I guess I rather have a problem understanding what happened to Tuvok's pointed ears and eyebrows in ST VI from an "in-universe" point of rationalization. Wasn't there also some kind of virus involved with the Klingons that made them look different post-TOS? Bob
^^ Oops...thanks for the clarification, I must have been confusing the two. So at least Tuvok had a human "twin" on the Enterprise-B while the real Tuvok served aboard Excelsior? Bob
And apparently a future triplet who's a terrorist and tries stealing trilithium from the Enterprise. Tim Russ has done a lot of Trek before Tuvok. Irony points for him being on the receiving end of the Vulcan nerve pinch.
That's an interesting point. Trek has been very good about not violating POV when dealing with holodeck scenarios, dream sequences, etc. If you pay close attention, you can even spot the episodes where what we're seeing isn't real by noticing that there are no external shots of the ship, the station, etc. Take "Ship in a Bottle," for example. The moment Picard and Data enter Moriarty's simulation, we stop seeing anything outside the ship. With the care that's been taken to pay attention to those details, it surprises me Voyager elected to show the outside of the ship.
It gets even more bizarre since they had to build a new model of the Excelsior, since the original still had the modifications that turned it into the Enterprise B. So they violated POV the one time when it would have been cheaper for them not to.

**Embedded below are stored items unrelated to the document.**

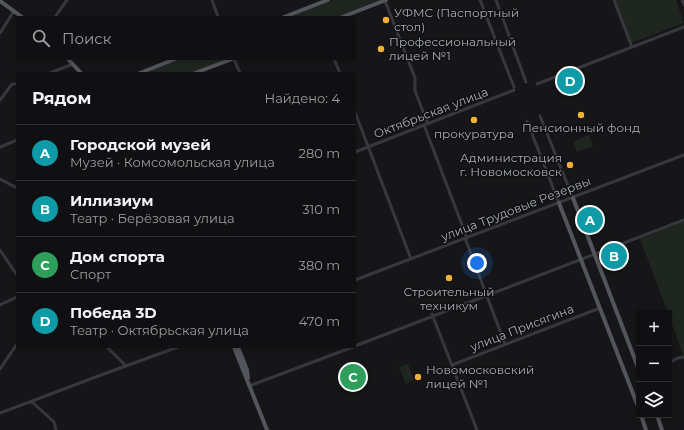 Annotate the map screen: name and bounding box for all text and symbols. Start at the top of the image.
place label: УФМС (Паспортный стол) [394,5,519,34]
marker: УФМС (Паспортный стол) [381,15,391,25]
search box [16,16,356,60]
icon: search [30,27,52,49]
text: Поиск [62,29,111,48]
place label: Профессиональный лицей №1 [389,34,516,63]
marker: Профессиональный лицей №1 [376,44,386,54]
pin: D [557,66,583,96]
street label: Октябрьская улица [372,84,490,141]
text: Рядом [32,88,91,108]
text: Найдено: 4 [265,90,340,106]
marker: Пенсионный фонд [576,110,586,120]
marker: прокуратура [469,115,479,125]
place label: Пенсионный фонд [522,120,640,135]
place label: прокуратура [434,126,514,141]
text: Городской музей [70,135,211,154]
text: A [40,145,50,161]
text: 280 m [299,145,340,161]
place label: Администрация г. Новомосковск [459,150,562,179]
text: Музей · Комсомольская улица [70,154,275,170]
marker: Администрация г. Новомосковск [565,160,575,170]
street label: улица Трудовые Резервы [438,173,593,244]
text: Иллизиум [70,191,153,210]
text: B [40,201,50,217]
text: 310 m [302,201,340,217]
pin: A [577,205,603,235]
text: Театр · Берёзовая улица [70,210,235,226]
pin: B [601,241,627,271]
text: Дом спорта [70,247,165,266]
your location [467,253,487,273]
text: C [40,257,50,273]
text: 380 m [299,257,340,273]
text: Спорт [70,266,111,282]
marker: Строительный техникум [444,273,454,283]
place label: Строительный техникум [404,284,495,313]
street label: улица Присягина [467,301,576,355]
text: Победа 3D [70,303,157,322]
map controls [636,310,672,418]
button: + [636,310,672,346]
text: D [40,313,50,329]
text: 470 m [299,313,340,329]
text: Театр · Октябрьская улица [70,322,249,338]
button: − [636,346,672,382]
pin: C [340,362,366,392]
place label: Новомосковский лицей №1 [426,362,534,391]
marker: Новомосковский лицей №1 [413,372,423,382]
button: layers [636,382,672,418] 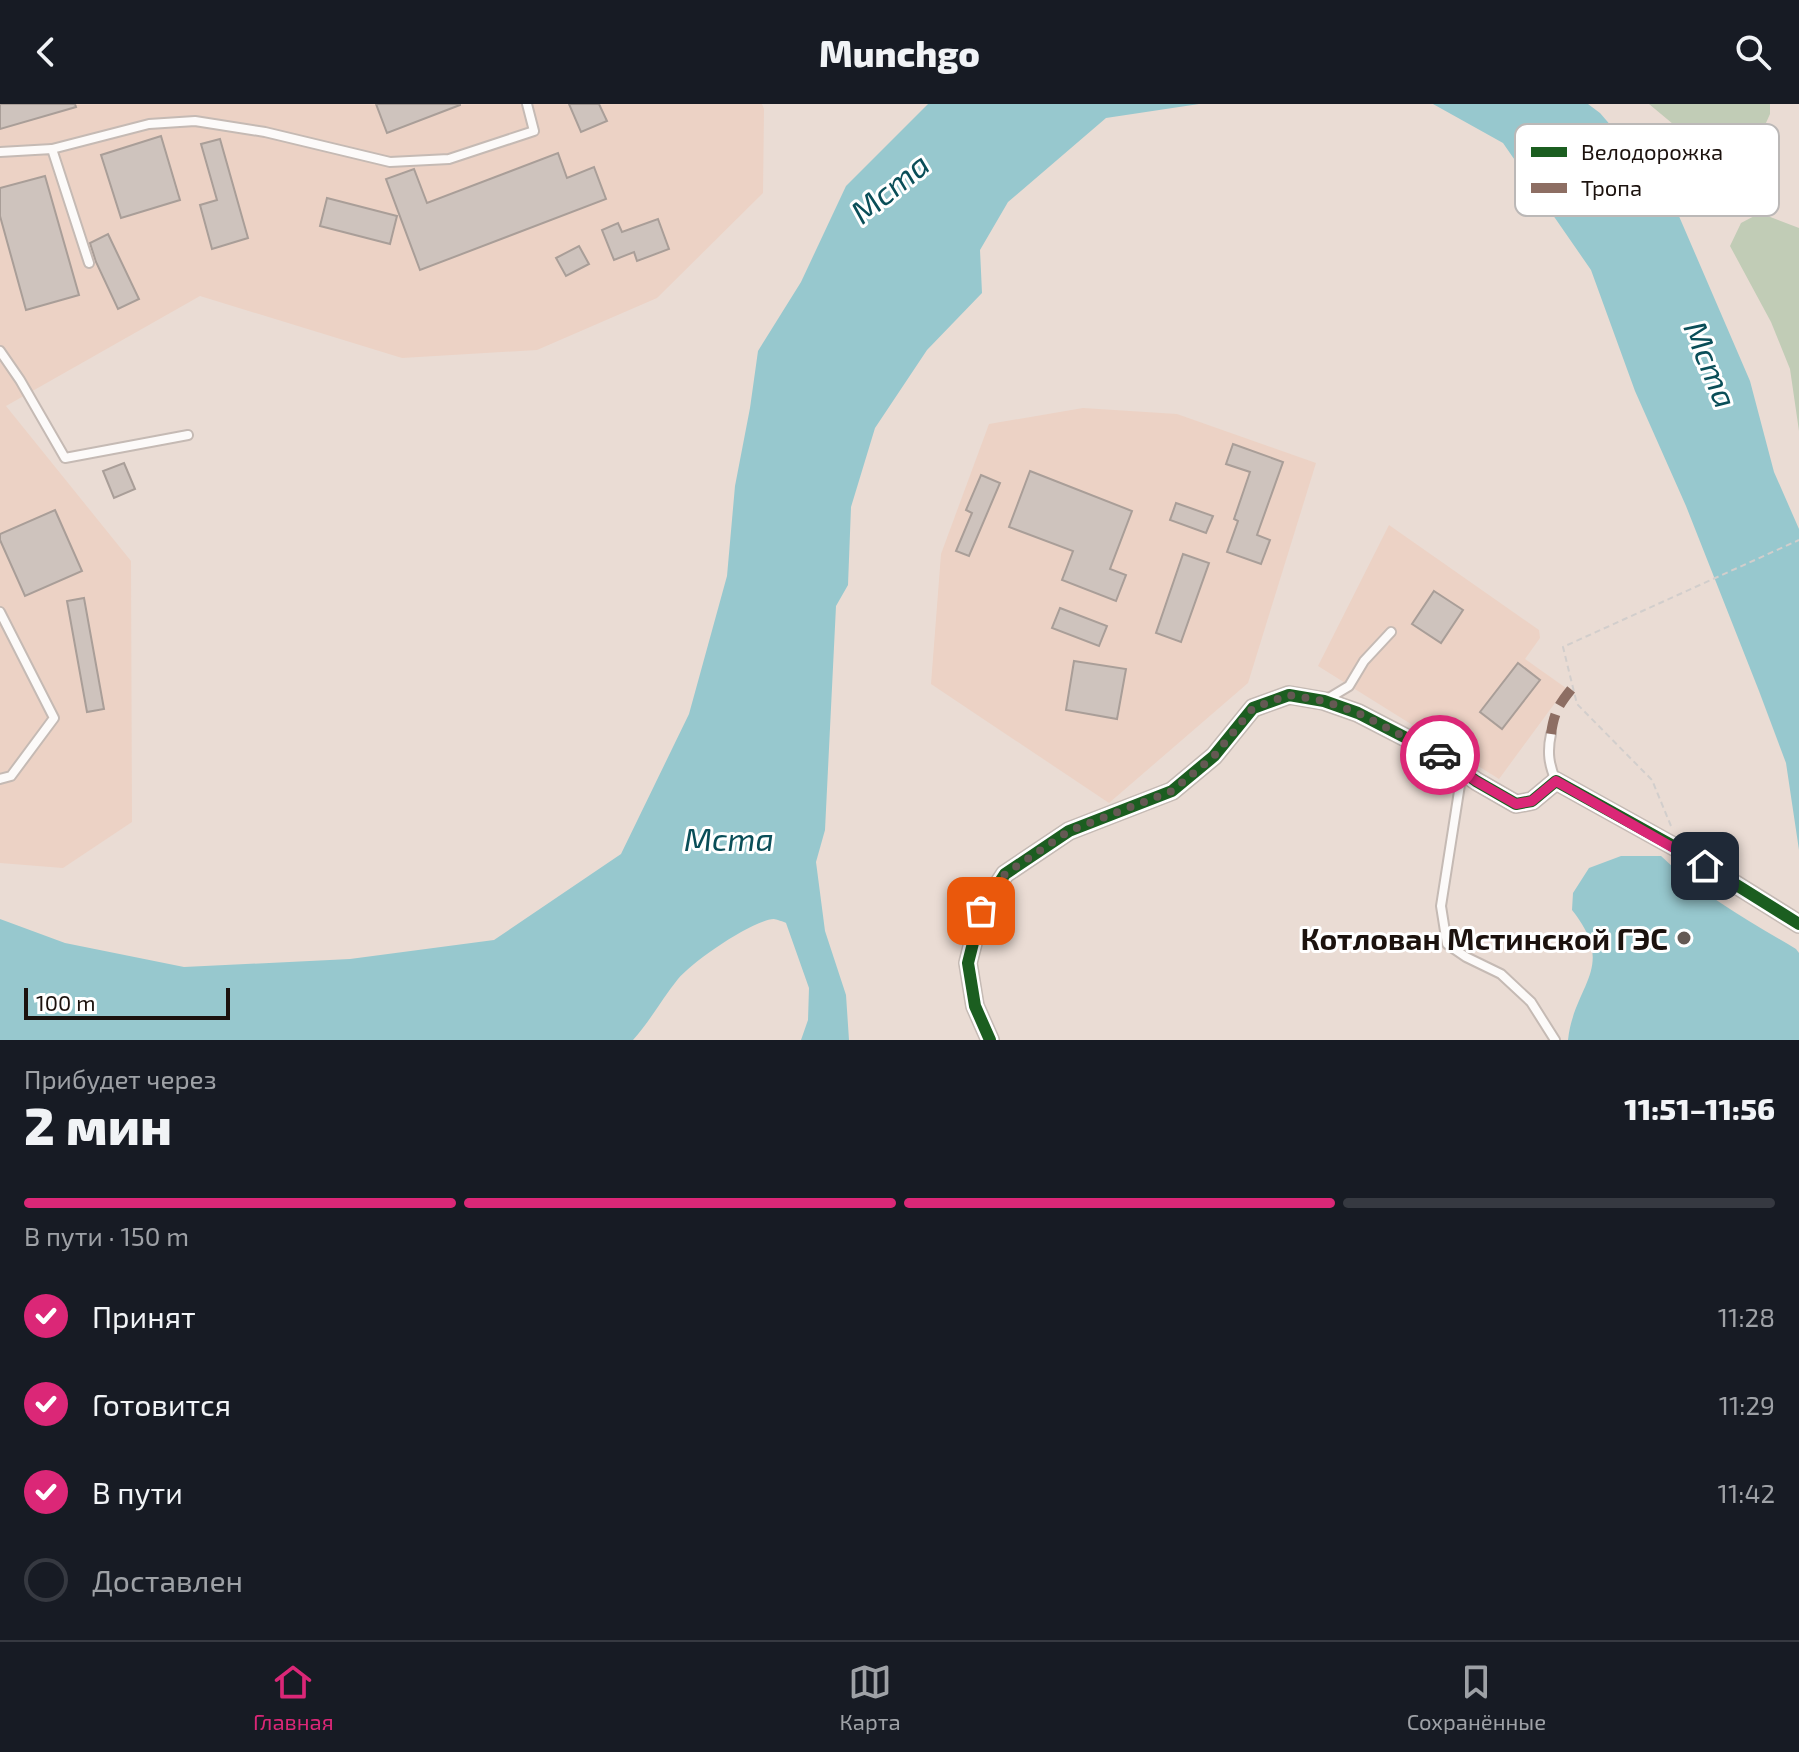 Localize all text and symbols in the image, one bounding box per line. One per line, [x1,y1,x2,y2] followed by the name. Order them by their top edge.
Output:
[24,30,68,74] icon: back
[1731,30,1775,74] icon: search
[819,31,980,74] text: Munchgo
[1515,124,1779,216] legend
[1581,138,1723,164] text: Велодорожка
[842,144,936,230] water label: Мста
[1581,174,1642,200] text: Тропа
[1678,315,1746,413] water label: Мста
[1400,715,1480,795] courier
[1418,733,1462,777] icon: car
[684,819,774,857] water label: Мста
[1671,832,1739,900] pin
[1683,844,1727,888] icon: home
[947,877,1015,945] pin
[959,889,1003,933] icon: bag
[1301,920,1668,956] place label: Котлован Мстинской ГЭС
[1675,929,1693,947] marker: Котлован Мстинской ГЭС
[24,984,230,1020] scale bar
[36,989,95,1015] text: 100 m
[24,1063,217,1094] text: Прибудет через
[1624,1090,1775,1126] text: 11:51–11:56
[24,1093,172,1155] text: 2 мин
[24,1220,189,1251] text: В пути · 150 m
[24,1294,68,1338] icon: check
[92,1298,196,1334] text: Принят
[1718,1301,1775,1332] text: 11:28
[24,1382,68,1426] icon: check
[92,1386,231,1422] text: Готовится
[1719,1389,1775,1420] text: 11:29
[24,1470,68,1514] icon: check
[92,1474,183,1510] text: В пути
[1718,1477,1775,1508] text: 11:42
[92,1562,243,1598] text: Доставлен
[253,1660,334,1734] tab: Главная
[840,1660,901,1734] tab: Карта
[1407,1660,1546,1734] tab: Сохранённые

I haven't seen the VOY episode since it first aired and have no intention of ever watching it again, but... how is it that Tuvok wasn't at least an admiral after a century in Starfleet? Or did he leave Starfleet for a time? Not as big a continuity issue as the others that have already been pointed out, but didn't Kang have the TNG-era Klingon look (long wavy hair, prominent ridges, hooked nose) rather than the TOS movie look (less prominent ridges, normal human nose)?
According to one of the novels (can't remember which at the moment), yes, he did take several decades away from Starfleet. And the reason his ears were temporarily bobbed in ST:VI because he was on or had just come off of a mission for Starfleet Intelligence that required him to not appear Vulcan.
He calls it "his first Starfleet career," and he was only there because his parents wished it. Decades later, he would rejoin and became a security officer rather than the science officer he began as. Kang had already appeared in DS9 sporting the TNG Klingon look. I guess he had the reconstructive surgury mentioned in Enterprise, or had the humanizing effects of the Augment virus reversed.
What I mean is that TNG-era Klingons have a distinct look different from TOS movie Klingons. The makeup for the movie klingons is different from the TNG-era makeup. For one thing, the Klingons of the movies (except for perhaps TMP, I can't remember) have perfectly human noses, whereas TNG-era Klingons have hooked noses. Yes, I'm being pedantic, and it's beside the point.
I just liked how Worf said "We don't talk about it" and left it at that. Enterprise going out of it's way to explain it just makes it even more silly.